The 'artificial leaf,' a device that can harness sunlight to split water into hydrogen and oxygen without needing any external connections, is seen with some real leaves, which also convert the energy of sunlight directly into storable chemical form. Photo: Dominick Reuter
Journal Science - Wireless Solar Water Splitting Using Silicon-Based Semiconductors and Earth-Abundant Catalysts
We describe the development of solar water-splitting cells comprising earth-abundant elements that operate in near-neutral pH conditions, both with and without connecting wires. The cells consist of a triple junction, amorphous silicon photovoltaic interfaced to hydrogen and oxygen evolving catalysts made from an alloy of earth-abundant metals and a cobalt|borate catalyst, respectively. The devices described herein carry out the solar-driven water-splitting reaction at efficiencies of 4.7% for a wired configuration and 2.5% for a wireless configuration when illuminated with 1 sun of AM 1.5 simulated sunlight. Fuel-forming catalysts interfaced with light-harvesting semiconductors afford a pathway to direct solar-to-fuels conversion that captures many of the basic functional elements of a leaf.
The device, Nocera explains, is made entirely of earth-abundant, inexpensive materials — mostly silicon, cobalt and nickel — and works in ordinary water. Other attempts to produce devices that could use sunlight to split water have relied on corrosive solutions or on relatively rare and expensive materials such as platinum.

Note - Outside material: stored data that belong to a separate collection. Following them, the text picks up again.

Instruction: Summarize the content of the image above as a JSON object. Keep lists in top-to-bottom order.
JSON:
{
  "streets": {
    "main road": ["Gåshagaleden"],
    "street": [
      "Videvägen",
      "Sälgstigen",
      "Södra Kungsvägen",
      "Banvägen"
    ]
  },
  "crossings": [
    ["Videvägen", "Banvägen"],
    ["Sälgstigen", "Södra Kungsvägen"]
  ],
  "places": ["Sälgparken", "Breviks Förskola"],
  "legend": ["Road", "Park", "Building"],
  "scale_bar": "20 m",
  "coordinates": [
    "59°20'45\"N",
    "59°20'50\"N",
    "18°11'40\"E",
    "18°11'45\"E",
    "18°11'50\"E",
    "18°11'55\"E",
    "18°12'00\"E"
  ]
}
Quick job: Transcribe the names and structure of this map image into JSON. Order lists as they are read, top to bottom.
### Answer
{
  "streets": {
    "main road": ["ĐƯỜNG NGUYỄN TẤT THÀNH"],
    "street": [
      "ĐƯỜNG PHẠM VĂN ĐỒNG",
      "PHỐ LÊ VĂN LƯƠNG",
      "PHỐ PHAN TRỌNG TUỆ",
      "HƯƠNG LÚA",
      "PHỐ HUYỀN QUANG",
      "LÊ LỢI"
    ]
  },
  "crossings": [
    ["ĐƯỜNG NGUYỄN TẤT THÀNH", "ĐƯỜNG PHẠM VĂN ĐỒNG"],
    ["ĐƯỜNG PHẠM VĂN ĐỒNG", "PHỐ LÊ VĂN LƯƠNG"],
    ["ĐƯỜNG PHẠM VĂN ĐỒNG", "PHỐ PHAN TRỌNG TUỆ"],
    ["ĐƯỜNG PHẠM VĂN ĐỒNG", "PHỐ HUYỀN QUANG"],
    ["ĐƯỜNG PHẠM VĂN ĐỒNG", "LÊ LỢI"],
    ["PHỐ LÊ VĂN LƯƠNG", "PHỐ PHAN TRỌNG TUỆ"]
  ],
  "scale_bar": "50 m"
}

The artificial leaf is a thin sheet of semiconducting silicon — the material most solar cells are made of — which turns the energy of sunlight into a flow of wireless electricity within the sheet. Bound onto the silicon is a layer of a cobalt-based catalyst, which releases oxygen, a material whose potential for generating fuel from sunlight was discovered by Nocera and his co-authors in 2008. The other side of the silicon sheet is coated with a layer of a nickel-molybdenum-zinc alloy, which releases hydrogen from the water molecules.